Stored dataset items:
────────────────────
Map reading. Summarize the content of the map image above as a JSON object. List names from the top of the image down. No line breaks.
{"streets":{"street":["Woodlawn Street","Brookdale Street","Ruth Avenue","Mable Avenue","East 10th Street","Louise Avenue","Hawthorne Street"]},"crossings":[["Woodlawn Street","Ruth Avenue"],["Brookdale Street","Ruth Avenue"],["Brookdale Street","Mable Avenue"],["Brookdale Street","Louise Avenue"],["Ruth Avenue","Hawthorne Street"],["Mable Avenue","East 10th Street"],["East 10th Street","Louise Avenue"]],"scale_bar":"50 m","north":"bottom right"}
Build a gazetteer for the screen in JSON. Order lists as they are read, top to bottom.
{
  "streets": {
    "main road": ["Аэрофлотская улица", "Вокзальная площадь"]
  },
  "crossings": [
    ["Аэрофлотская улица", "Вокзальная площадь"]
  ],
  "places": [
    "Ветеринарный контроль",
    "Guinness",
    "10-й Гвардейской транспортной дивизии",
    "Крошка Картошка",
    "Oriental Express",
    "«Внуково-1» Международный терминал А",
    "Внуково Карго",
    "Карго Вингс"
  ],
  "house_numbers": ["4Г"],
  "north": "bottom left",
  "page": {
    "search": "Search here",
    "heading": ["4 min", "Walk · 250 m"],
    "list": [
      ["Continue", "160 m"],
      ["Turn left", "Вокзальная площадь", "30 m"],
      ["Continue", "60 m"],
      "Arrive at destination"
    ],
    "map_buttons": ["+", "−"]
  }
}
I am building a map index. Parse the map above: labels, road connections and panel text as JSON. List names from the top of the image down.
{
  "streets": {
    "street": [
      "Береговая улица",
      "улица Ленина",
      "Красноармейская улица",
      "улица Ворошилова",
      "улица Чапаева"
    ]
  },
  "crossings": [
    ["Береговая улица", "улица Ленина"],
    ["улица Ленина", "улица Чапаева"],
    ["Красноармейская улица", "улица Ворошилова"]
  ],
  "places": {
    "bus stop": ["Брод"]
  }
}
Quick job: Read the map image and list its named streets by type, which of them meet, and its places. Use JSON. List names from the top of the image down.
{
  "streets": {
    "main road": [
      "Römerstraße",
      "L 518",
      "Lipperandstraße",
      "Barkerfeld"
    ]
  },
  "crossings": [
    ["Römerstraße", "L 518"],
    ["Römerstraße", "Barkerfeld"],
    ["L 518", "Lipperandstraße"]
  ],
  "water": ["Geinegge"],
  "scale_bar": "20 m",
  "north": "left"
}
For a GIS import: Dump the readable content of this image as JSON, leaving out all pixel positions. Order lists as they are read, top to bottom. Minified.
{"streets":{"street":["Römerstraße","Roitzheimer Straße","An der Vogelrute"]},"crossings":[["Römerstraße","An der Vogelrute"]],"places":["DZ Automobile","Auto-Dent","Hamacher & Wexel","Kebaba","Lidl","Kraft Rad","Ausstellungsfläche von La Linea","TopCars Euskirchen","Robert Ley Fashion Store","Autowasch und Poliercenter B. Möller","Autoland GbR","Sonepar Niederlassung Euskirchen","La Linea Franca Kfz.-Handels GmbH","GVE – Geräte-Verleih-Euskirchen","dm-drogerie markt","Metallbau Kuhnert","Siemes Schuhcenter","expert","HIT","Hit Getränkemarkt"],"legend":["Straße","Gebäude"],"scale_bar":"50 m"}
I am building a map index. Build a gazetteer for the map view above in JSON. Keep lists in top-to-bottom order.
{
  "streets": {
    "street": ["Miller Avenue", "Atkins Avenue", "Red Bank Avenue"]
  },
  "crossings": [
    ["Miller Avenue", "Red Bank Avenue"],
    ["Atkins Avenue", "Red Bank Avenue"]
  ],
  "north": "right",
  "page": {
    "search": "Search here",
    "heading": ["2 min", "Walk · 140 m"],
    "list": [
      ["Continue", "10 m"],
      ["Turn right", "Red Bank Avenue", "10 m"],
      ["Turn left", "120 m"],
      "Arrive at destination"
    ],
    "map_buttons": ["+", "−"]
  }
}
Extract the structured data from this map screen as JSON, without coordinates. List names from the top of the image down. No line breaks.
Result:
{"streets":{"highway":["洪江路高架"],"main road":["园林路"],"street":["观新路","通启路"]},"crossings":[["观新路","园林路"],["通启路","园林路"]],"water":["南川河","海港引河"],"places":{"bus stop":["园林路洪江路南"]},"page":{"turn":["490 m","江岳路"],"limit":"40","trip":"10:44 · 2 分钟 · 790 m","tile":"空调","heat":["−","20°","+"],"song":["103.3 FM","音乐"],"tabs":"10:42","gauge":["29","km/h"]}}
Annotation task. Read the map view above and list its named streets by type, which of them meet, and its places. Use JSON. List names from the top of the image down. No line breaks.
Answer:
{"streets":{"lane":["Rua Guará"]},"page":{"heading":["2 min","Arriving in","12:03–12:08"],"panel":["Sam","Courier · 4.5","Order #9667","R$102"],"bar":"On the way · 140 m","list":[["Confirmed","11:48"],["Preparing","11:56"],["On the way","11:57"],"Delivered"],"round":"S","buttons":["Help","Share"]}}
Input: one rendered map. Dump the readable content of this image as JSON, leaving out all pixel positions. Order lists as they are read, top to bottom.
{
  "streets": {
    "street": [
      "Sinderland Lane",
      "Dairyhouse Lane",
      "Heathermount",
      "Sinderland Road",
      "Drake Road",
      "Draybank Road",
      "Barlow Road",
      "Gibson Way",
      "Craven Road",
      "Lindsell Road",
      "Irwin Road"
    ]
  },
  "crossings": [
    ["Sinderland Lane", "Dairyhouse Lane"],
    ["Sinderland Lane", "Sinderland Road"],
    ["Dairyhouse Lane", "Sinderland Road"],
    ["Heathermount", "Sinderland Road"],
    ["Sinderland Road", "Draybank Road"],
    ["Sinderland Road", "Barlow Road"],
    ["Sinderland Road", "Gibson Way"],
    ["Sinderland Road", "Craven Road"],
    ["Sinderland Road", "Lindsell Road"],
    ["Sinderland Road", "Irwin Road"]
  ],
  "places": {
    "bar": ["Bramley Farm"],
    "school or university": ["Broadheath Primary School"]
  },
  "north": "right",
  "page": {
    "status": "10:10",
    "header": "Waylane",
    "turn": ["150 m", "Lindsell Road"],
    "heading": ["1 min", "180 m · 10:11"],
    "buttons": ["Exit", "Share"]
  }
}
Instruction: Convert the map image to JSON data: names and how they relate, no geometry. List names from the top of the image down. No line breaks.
────────────────────
» **Work item**
Every record above belongs in the answer, reproduced exactly.

» **Exercise result**
Map reading. Summarize the content of the map image above as a JSON object. List names from the top of the image down. No line breaks.
{"streets":{"street":["Woodlawn Street","Brookdale Street","Ruth Avenue","Mable Avenue","East 10th Street","Louise Avenue","Hawthorne Street"]},"crossings":[["Woodlawn Street","Ruth Avenue"],["Brookdale Street","Ruth Avenue"],["Brookdale Street","Mable Avenue"],["Brookdale Street","Louise Avenue"],["Ruth Avenue","Hawthorne Street"],["Mable Avenue","East 10th Street"],["East 10th Street","Louise Avenue"]],"scale_bar":"50 m","north":"bottom right"}
Build a gazetteer for the screen in JSON. Order lists as they are read, top to bottom.
{
  "streets": {
    "main road": ["Аэрофлотская улица", "Вокзальная площадь"]
  },
  "crossings": [
    ["Аэрофлотская улица", "Вокзальная площадь"]
  ],
  "places": [
    "Ветеринарный контроль",
    "Guinness",
    "10-й Гвардейской транспортной дивизии",
    "Крошка Картошка",
    "Oriental Express",
    "«Внуково-1» Международный терминал А",
    "Внуково Карго",
    "Карго Вингс"
  ],
  "house_numbers": ["4Г"],
  "north": "bottom left",
  "page": {
    "search": "Search here",
    "heading": ["4 min", "Walk · 250 m"],
    "list": [
      ["Continue", "160 m"],
      ["Turn left", "Вокзальная площадь", "30 m"],
      ["Continue", "60 m"],
      "Arrive at destination"
    ],
    "map_buttons": ["+", "−"]
  }
}
I am building a map index. Parse the map above: labels, road connections and panel text as JSON. List names from the top of the image down.
{
  "streets": {
    "street": [
      "Береговая улица",
      "улица Ленина",
      "Красноармейская улица",
      "улица Ворошилова",
      "улица Чапаева"
    ]
  },
  "crossings": [
    ["Береговая улица", "улица Ленина"],
    ["улица Ленина", "улица Чапаева"],
    ["Красноармейская улица", "улица Ворошилова"]
  ],
  "places": {
    "bus stop": ["Брод"]
  }
}
Quick job: Read the map image and list its named streets by type, which of them meet, and its places. Use JSON. List names from the top of the image down.
{
  "streets": {
    "main road": [
      "Römerstraße",
      "L 518",
      "Lipperandstraße",
      "Barkerfeld"
    ]
  },
  "crossings": [
    ["Römerstraße", "L 518"],
    ["Römerstraße", "Barkerfeld"],
    ["L 518", "Lipperandstraße"]
  ],
  "water": ["Geinegge"],
  "scale_bar": "20 m",
  "north": "left"
}
For a GIS import: Dump the readable content of this image as JSON, leaving out all pixel positions. Order lists as they are read, top to bottom. Minified.
{"streets":{"street":["Römerstraße","Roitzheimer Straße","An der Vogelrute"]},"crossings":[["Römerstraße","An der Vogelrute"]],"places":["DZ Automobile","Auto-Dent","Hamacher & Wexel","Kebaba","Lidl","Kraft Rad","Ausstellungsfläche von La Linea","TopCars Euskirchen","Robert Ley Fashion Store","Autowasch und Poliercenter B. Möller","Autoland GbR","Sonepar Niederlassung Euskirchen","La Linea Franca Kfz.-Handels GmbH","GVE – Geräte-Verleih-Euskirchen","dm-drogerie markt","Metallbau Kuhnert","Siemes Schuhcenter","expert","HIT","Hit Getränkemarkt"],"legend":["Straße","Gebäude"],"scale_bar":"50 m"}
I am building a map index. Build a gazetteer for the map view above in JSON. Keep lists in top-to-bottom order.
{
  "streets": {
    "street": ["Miller Avenue", "Atkins Avenue", "Red Bank Avenue"]
  },
  "crossings": [
    ["Miller Avenue", "Red Bank Avenue"],
    ["Atkins Avenue", "Red Bank Avenue"]
  ],
  "north": "right",
  "page": {
    "search": "Search here",
    "heading": ["2 min", "Walk · 140 m"],
    "list": [
      ["Continue", "10 m"],
      ["Turn right", "Red Bank Avenue", "10 m"],
      ["Turn left", "120 m"],
      "Arrive at destination"
    ],
    "map_buttons": ["+", "−"]
  }
}
Extract the structured data from this map screen as JSON, without coordinates. List names from the top of the image down. No line breaks.
Result:
{"streets":{"highway":["洪江路高架"],"main road":["园林路"],"street":["观新路","通启路"]},"crossings":[["观新路","园林路"],["通启路","园林路"]],"water":["南川河","海港引河"],"places":{"bus stop":["园林路洪江路南"]},"page":{"turn":["490 m","江岳路"],"limit":"40","trip":"10:44 · 2 分钟 · 790 m","tile":"空调","heat":["−","20°","+"],"song":["103.3 FM","音乐"],"tabs":"10:42","gauge":["29","km/h"]}}
Annotation task. Read the map view above and list its named streets by type, which of them meet, and its places. Use JSON. List names from the top of the image down. No line breaks.
Answer:
{"streets":{"lane":["Rua Guará"]},"page":{"heading":["2 min","Arriving in","12:03–12:08"],"panel":["Sam","Courier · 4.5","Order #9667","R$102"],"bar":"On the way · 140 m","list":[["Confirmed","11:48"],["Preparing","11:56"],["On the way","11:57"],"Delivered"],"round":"S","buttons":["Help","Share"]}}
Input: one rendered map. Dump the readable content of this image as JSON, leaving out all pixel positions. Order lists as they are read, top to bottom.
{
  "streets": {
    "street": [
      "Sinderland Lane",
      "Dairyhouse Lane",
      "Heathermount",
      "Sinderland Road",
      "Drake Road",
      "Draybank Road",
      "Barlow Road",
      "Gibson Way",
      "Craven Road",
      "Lindsell Road",
      "Irwin Road"
    ]
  },
  "crossings": [
    ["Sinderland Lane", "Dairyhouse Lane"],
    ["Sinderland Lane", "Sinderland Road"],
    ["Dairyhouse Lane", "Sinderland Road"],
    ["Heathermount", "Sinderland Road"],
    ["Sinderland Road", "Draybank Road"],
    ["Sinderland Road", "Barlow Road"],
    ["Sinderland Road", "Gibson Way"],
    ["Sinderland Road", "Craven Road"],
    ["Sinderland Road", "Lindsell Road"],
    ["Sinderland Road", "Irwin Road"]
  ],
  "places": {
    "bar": ["Bramley Farm"],
    "school or university": ["Broadheath Primary School"]
  },
  "north": "right",
  "page": {
    "status": "10:10",
    "header": "Waylane",
    "turn": ["150 m", "Lindsell Road"],
    "heading": ["1 min", "180 m · 10:11"],
    "buttons": ["Exit", "Share"]
  }
}
Instruction: Convert the map image to JSON data: names and how they relate, no geometry. List names from the top of the image down. No line breaks.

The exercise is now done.